Voice Cloning for Accessibility TTS: Personal Voice for Devices

Accessibility voice cloning has moved from research lab to bedside table in the span of a few years. For people living with ALS, MND, laryngectomy, or any condition that progressively erodes the ability to speak, the ability to preserve and later use their own voice — not a generic robotic synthesizer — through a TTS device or smartphone is no longer a distant possibility. It is available today, and this guide explains how.

We will cover the technology clearly, compare the main platforms including Apple Personal Voice, Acapela My-own-voice, VocaliD, ElevenLabs, and VoxBooster, and give practical advice on timing, recording quality, and AAC device integration.

Key Takeaways

Voice banking should start early — before significant speech deterioration — to capture the best source material.
Apple Personal Voice (iOS 17+) offers free, on-device voice cloning for users in supported languages.
Professional AAC platforms (Acapela, VocaliD) provide high-fidelity models designed specifically for augmentative communication devices.
AI voice synthesis platforms (ElevenLabs, VoxBooster) offer faster turnaround and more flexible routing options.
A cloned voice can be used with AAC hardware, screen readers, virtual microphones, and TTS apps across Windows, iOS, and Android.
Voice cloning for elective surgery (e.g., laryngectomy for cancer treatment) is equally valid and should be planned pre-operatively.

What Is Accessibility Voice Cloning?

Accessibility voice cloning is the application of AI voice synthesis to create a personalized text-to-speech model based on recordings of a specific person’s voice. The resulting model allows that person to type text and have it spoken aloud in a voice that sounds like their own, rather than a generic synthesizer voice.

This matters for a straightforward human reason: identity. A person’s voice carries personality, regional accent, emotional color, and decades of relationships built on that sound. When a condition takes away the physical ability to produce speech, losing the voice’s character on top of the communication loss is a compounding grief. Cloning offers a way to preserve and restore that identity layer.

The technology underpinning this has shifted dramatically. Earlier concatenative voice banking systems stitched together phoneme recordings — functional, but robotic for novel sentences. Current neural TTS models learn the acoustic character of a voice holistically and can synthesize arbitrary text with natural prosody, intonation, and even some emotional coloring.

Who Uses Accessibility TTS Voice Cloning?

ALS and MND Patients

Amyotrophic Lateral Sclerosis (ALS) and Motor Neuron Disease (MND) are the most common diagnoses driving voice banking demand. The disease progresses at different rates, but bulbar-onset ALS can affect speech within months of diagnosis. Clinicians and charities consistently recommend beginning voice recording as soon as possible after diagnosis — ideally while speech is still 100% intelligible and without noticeable fatigue or slurring.

The Stephen Hawking Communication Centre and organizations like the Motor Neurone Disease Association provide guidance and sometimes financial support for this process.

Laryngectomy Patients

A total laryngectomy — surgical removal of the larynx, most often due to laryngeal or thyroid cancer — results in complete loss of natural voice. Unlike ALS, this is typically a scheduled surgery, which means pre-operative voice recording is both possible and strongly recommended. Patients who have recorded their voice before surgery can use a cloned TTS voice immediately post-operatively rather than starting from scratch with an electrolarynx or tracheoesophageal prosthesis alone.

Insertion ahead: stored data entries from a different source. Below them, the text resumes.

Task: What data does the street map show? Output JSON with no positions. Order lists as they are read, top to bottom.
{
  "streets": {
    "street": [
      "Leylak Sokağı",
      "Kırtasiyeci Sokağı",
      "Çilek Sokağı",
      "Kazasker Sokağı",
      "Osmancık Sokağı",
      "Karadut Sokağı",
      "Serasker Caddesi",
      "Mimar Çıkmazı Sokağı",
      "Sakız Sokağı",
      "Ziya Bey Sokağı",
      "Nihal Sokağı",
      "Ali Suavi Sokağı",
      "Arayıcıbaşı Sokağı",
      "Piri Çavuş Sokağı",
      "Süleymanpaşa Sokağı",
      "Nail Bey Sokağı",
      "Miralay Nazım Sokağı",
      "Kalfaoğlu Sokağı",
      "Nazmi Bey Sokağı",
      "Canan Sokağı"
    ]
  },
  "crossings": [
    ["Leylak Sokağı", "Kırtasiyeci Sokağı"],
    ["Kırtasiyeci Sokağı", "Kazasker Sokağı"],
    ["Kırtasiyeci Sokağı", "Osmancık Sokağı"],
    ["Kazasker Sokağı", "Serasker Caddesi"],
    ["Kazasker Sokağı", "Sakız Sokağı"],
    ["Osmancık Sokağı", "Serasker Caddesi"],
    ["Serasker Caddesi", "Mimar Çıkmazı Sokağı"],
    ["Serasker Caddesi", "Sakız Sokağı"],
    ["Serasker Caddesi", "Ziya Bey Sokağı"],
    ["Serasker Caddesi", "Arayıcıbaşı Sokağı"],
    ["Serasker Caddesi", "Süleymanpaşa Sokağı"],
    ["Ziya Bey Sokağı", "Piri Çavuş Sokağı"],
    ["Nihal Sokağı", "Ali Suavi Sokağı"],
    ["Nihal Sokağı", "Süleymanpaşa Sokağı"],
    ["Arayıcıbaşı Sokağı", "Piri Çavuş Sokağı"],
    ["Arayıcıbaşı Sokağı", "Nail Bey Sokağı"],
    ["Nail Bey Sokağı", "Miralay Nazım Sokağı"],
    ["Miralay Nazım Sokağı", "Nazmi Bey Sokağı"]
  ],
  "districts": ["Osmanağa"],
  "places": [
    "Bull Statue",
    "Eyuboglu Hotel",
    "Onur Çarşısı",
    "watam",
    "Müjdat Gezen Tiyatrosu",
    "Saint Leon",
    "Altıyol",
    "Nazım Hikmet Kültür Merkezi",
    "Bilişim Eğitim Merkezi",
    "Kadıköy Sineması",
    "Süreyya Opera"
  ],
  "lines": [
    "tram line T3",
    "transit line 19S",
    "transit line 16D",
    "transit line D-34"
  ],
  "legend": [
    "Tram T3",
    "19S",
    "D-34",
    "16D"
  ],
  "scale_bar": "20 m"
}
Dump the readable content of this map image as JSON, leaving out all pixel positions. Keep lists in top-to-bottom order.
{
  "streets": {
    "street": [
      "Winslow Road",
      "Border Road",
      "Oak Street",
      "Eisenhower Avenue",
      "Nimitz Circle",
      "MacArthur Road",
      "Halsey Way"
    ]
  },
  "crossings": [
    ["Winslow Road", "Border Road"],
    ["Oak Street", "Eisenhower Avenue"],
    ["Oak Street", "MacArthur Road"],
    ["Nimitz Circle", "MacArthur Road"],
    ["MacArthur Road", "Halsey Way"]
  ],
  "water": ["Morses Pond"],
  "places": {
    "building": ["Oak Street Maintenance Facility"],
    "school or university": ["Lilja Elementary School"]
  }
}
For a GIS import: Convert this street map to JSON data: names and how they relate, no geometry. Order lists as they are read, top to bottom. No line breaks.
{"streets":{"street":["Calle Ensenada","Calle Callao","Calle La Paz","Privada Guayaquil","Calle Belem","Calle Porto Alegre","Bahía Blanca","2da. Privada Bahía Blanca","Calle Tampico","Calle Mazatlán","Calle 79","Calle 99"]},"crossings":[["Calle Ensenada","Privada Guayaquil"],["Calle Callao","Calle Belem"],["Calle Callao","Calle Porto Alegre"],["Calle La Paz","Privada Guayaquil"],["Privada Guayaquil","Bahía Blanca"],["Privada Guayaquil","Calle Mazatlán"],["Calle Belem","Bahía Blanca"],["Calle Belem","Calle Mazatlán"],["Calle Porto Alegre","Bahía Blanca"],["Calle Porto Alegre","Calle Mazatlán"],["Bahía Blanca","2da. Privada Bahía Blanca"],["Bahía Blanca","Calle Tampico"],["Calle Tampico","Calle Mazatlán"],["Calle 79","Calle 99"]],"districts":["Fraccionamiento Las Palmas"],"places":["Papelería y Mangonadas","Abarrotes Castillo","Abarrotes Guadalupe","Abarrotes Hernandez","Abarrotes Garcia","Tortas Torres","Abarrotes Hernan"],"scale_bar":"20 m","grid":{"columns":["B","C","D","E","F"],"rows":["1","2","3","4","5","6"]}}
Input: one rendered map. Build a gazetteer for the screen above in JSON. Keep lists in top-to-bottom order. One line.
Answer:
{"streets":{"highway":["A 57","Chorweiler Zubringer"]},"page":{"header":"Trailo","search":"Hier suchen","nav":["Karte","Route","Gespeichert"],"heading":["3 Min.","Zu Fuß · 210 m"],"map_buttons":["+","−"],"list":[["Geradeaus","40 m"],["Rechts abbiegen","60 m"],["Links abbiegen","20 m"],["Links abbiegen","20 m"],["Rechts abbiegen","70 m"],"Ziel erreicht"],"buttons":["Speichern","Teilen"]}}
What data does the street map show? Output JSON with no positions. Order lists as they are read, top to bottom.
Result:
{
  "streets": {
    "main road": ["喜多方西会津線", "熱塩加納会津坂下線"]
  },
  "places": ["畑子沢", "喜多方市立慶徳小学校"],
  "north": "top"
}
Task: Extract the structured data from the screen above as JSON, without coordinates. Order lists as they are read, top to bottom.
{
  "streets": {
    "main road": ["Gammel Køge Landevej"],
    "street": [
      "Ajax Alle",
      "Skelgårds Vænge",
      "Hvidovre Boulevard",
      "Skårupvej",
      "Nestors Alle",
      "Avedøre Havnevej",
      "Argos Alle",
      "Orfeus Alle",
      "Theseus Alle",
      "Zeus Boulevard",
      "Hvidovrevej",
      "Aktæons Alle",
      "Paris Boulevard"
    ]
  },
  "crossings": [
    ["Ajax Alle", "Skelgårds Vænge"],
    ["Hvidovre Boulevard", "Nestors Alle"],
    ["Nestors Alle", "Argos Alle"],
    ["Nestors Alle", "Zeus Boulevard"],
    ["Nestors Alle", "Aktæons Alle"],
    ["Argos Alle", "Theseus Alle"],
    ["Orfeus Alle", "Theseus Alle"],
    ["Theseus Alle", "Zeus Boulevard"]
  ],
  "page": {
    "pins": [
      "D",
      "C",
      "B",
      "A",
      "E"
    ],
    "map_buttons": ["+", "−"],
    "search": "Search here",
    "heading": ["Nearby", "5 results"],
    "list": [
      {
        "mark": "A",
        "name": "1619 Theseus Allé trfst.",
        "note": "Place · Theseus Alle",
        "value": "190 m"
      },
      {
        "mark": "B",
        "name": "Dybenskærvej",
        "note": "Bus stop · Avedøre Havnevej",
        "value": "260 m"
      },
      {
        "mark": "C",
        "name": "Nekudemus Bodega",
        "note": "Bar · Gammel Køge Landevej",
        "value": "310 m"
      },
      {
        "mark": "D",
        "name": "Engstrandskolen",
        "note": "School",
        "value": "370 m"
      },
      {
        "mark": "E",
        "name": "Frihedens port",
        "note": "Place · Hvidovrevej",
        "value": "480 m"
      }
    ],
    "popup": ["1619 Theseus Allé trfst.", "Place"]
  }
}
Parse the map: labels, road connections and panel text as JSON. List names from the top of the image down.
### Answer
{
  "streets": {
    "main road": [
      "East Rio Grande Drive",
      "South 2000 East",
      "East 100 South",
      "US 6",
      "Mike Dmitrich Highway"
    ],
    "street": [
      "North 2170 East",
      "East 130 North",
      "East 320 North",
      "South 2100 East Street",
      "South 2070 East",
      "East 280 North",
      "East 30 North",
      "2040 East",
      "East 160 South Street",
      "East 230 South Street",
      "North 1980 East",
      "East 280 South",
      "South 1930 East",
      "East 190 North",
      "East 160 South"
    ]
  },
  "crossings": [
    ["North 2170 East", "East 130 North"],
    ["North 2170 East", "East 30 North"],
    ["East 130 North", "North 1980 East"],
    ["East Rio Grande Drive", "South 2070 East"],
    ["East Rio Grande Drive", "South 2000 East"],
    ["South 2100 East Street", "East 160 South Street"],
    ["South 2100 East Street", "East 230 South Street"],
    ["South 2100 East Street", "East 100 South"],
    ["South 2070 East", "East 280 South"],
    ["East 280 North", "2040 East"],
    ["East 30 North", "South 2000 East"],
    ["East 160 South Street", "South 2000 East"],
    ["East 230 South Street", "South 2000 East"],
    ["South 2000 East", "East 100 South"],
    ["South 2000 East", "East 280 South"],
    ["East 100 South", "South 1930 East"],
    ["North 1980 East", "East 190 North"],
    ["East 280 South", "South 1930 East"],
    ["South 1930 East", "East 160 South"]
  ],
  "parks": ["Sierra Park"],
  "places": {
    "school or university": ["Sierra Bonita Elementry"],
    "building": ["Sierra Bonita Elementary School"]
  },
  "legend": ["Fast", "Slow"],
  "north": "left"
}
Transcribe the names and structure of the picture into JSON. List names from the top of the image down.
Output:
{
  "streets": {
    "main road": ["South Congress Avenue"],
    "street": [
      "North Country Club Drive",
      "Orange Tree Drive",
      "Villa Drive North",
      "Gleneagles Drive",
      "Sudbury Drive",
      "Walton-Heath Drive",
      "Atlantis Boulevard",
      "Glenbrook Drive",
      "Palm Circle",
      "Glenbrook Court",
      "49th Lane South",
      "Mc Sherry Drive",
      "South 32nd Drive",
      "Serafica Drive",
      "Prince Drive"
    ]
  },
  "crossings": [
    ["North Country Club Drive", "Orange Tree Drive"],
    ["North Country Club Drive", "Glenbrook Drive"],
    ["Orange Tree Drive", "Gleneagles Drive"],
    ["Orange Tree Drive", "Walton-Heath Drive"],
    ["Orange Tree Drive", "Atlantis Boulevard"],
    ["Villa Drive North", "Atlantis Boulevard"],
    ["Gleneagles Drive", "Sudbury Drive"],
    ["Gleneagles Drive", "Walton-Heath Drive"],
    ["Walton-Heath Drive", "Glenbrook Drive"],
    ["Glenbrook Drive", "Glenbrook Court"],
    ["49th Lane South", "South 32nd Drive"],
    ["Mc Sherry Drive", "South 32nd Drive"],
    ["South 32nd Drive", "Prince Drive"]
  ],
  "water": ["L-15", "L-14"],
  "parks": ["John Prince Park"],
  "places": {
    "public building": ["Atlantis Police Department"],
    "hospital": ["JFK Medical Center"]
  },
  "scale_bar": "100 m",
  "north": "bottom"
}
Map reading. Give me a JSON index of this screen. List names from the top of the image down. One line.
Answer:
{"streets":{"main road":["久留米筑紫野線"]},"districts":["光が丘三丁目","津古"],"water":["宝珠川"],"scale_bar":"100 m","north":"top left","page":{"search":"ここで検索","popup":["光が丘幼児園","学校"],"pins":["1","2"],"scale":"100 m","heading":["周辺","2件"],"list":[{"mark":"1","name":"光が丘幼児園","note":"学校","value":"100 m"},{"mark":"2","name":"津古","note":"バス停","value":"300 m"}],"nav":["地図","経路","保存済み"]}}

For these patients, voice cloning is not a long-term project but a specific pre-surgical task with a hard deadline.

Spasmodic Dysphonia and Parkinson’s Disease

Spasmodic dysphonia causes involuntary spasms of the vocal cords, making speech effortful and inconsistent. Parkinson’s disease often leads to hypophonia (very quiet, soft speech) and dysarthria. Both populations may reach a point where TTS supplementation or replacement is preferable to struggling through spoken communication.

Recording while speech is still relatively clear is still the best strategy — a hypophonic Parkinson’s voice produces a weaker model than a pre-progression recording would have.

Elective Situations

Not all voice cloning for TTS use stems from medical diagnosis. Transgender individuals who have not yet undergone voice training may use a cloned voice as a preferred-gender TTS output while their natural voice develops. Public figures who want to create accessible audiobook or AI narrator versions of their voice use cloning for scalable TTS production. Teachers and communicators who rely heavily on their voice may bank it as a precaution.

Apple Personal Voice: On-Device Cloning for Everyone

Apple introduced Personal Voice in iOS 17 and macOS Sonoma (2023) as an accessibility feature that requires no subscription and processes entirely on-device. It is currently available for English (US, UK, Australian, Indian), Spanish, French, German, Italian, Korean, Mandarin, Cantonese, and Japanese.

How to Set Up Apple Personal Voice

Go to Settings > Accessibility > Personal Voice.
Tap Create a Personal Voice and follow the setup prompts.
You will be asked to read approximately 150 randomized phrases aloud — the same phrases used in each session to cover a broad phonetic range.
Each session can be as short or long as you want; the recording saves progress so you can complete it across multiple days.
When recording is complete, your device processes the model overnight while charging.
Enable Settings > Accessibility > Live Speech, select your Personal Voice, and you can type to speak in your own cloned voice from Control Center.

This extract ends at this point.